Sr. Site Reliability Engineer

SHEIN Distribution Corporation

Making the Beauty of Fashion Accessible to All.

About SHEIN

SHEIN is a worldwide online fashion and lifestyle store offering its own branded clothing as well as products from various global suppliers, all at affordable prices. The company is based in Singapore and has over 15,000 employees working from offices worldwide. SHEIN focuses on making fashion accessible to everyone by using advanced, on-demand production techniques to create a smarter, future-ready industry.

Job Overview

We are seeking an experienced Senior Site Reliability Engineer (Senior Site Reliability Engineer I) to join our Site Reliability Engineering (SRE) team. SREs at SHEIN are a mix of software and systems engineers focused on keeping our production systems running continuously without downtime. They work to build highly reliable and efficient systems.

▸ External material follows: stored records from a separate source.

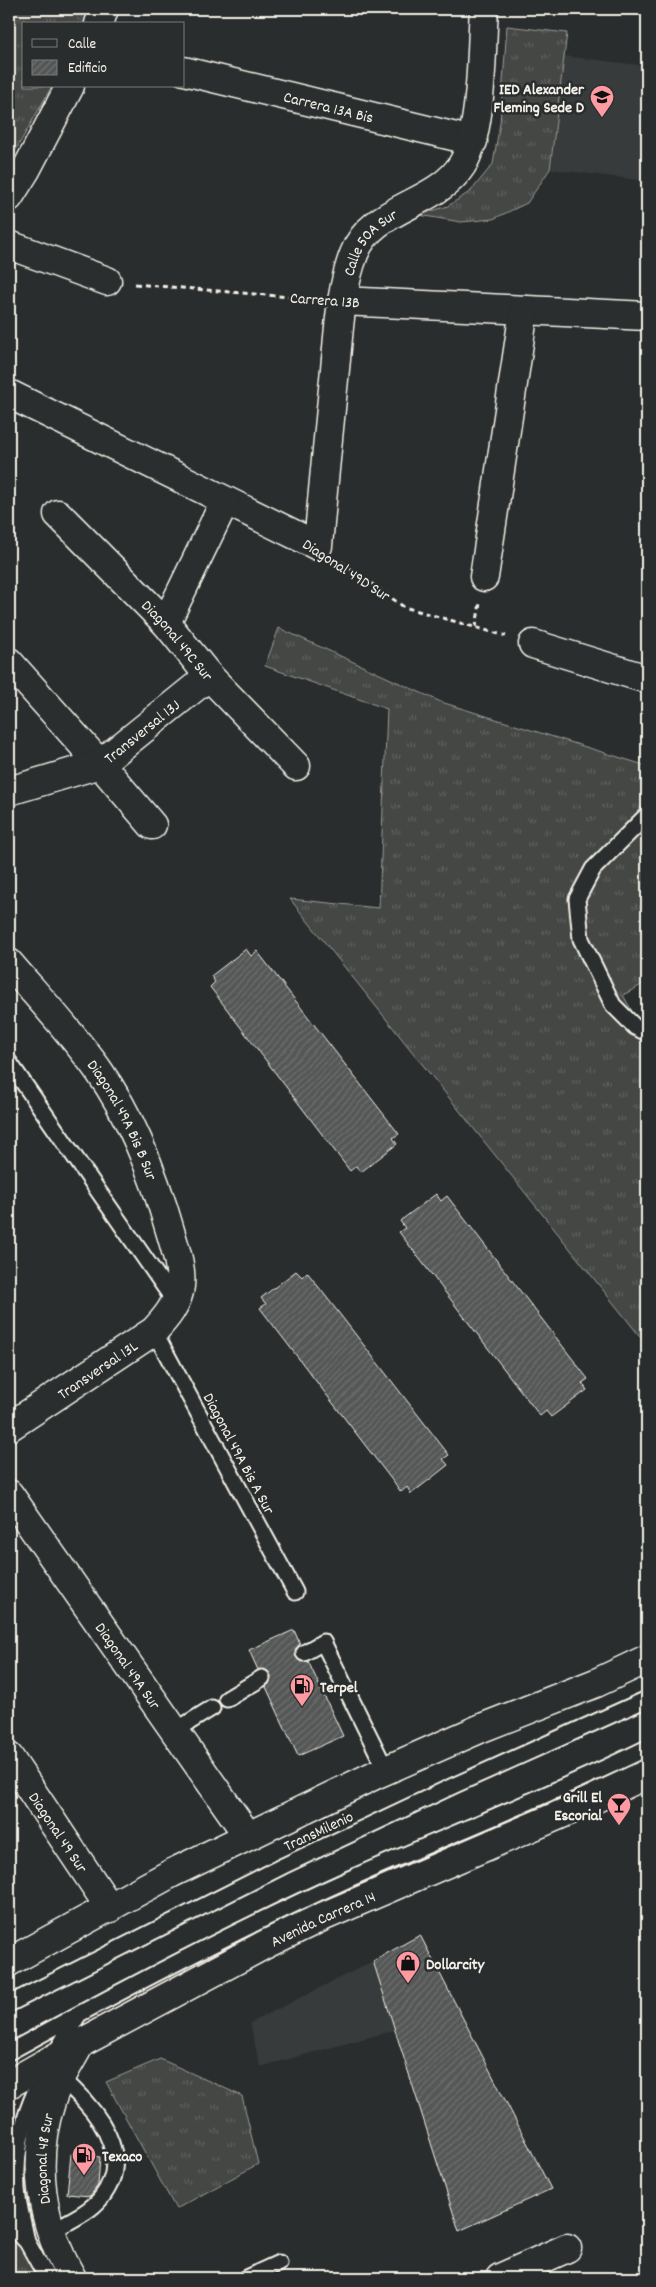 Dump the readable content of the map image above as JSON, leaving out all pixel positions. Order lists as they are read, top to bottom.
{
  "streets": {
    "street": [
      "Carrera 13A Bis",
      "Calle 50A Sur",
      "Carrera 13B",
      "Diagonal 49D Sur",
      "Diagonal 49C Sur",
      "Transversal 13J",
      "Diagonal 49A Bis B Sur",
      "Transversal 13L",
      "Diagonal 49A Sur",
      "Diagonal 49 Sur",
      "Avenida Carrera 14",
      "Diagonal 48 Sur"
    ],
    "lane": ["Diagonal 49A Bis A Sur", "TransMilenio"]
  },
  "crossings": [
    ["Carrera 13A Bis", "Calle 50A Sur"],
    ["Calle 50A Sur", "Carrera 13B"],
    ["Calle 50A Sur", "Diagonal 49D Sur"],
    ["Diagonal 49C Sur", "Transversal 13J"],
    ["Diagonal 49A Bis B Sur", "Transversal 13L"],
    ["Transversal 13L", "Diagonal 49A Bis A Sur"],
    ["Avenida Carrera 14", "Diagonal 48 Sur"]
  ],
  "places": {
    "school or university": ["IED Alexander Fleming Sede D"],
    "fuel station": ["Terpel", "Texaco"],
    "bar": ["Grill El Escorial"],
    "shop": ["Dollarcity"]
  },
  "legend": ["Calle", "Edificio"]
}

SREs collaborate with different teams to develop tools that help monitor, analyze, and alert on system operations. They aim to spot problems early and fix them quickly. They also work on improving the system’s performance, resource use, and stability. The role involves managing key open-source software that supports our platform and playing a central role in major engineering projects.

The goal is to enhance platform reliability, reduce the number of system incidents, and shorten the time it takes to resolve them. The team uses software development, networking, and systems engineering skills to handle complex, large-scale challenges and improve the service for our users.

Key Responsibilities

  • Participate in 24/7 on-call duty to keep the production system available at all times.

  • Monitor system capacity and usage, coordinating with other teams to scale services up or down as needed.

  • Manage and operate essential open-source tools like Elasticsearch, Kafka, RabbitMQ, and Redis.

  • Create tools and processes that improve system monitoring and reliability.

  • Handle and reduce downtime caused by system issues.

  • Work with service owners to define and monitor key service performance metrics.

  • Develop best practices for monitoring and deploying backend features.

  • Maintain technical documentation and runbooks.

  • Lead projects to improve the platform’s efficiency and keep it up to date with best practices.

  • Quickly respond to production problems using software, systems, and networking knowledge to prevent repeated issues.

  • Help reduce manual work through automation and improve system scalability and performance.

Qualifications

  • Bachelor’s degree in Computer Science, Information Systems, or a related field.

  • Over 5 years of experience supporting critical, real-time applications in a 24/7 production environment, especially in cloud settings.

  • Strong problem-solving skills with a proactive attitude and sense of responsibility.

  • Experience with debugging and optimizing performance across full systems, including cloud infrastructure, CI/CD pipelines, Java, SQL, and NoSQL databases.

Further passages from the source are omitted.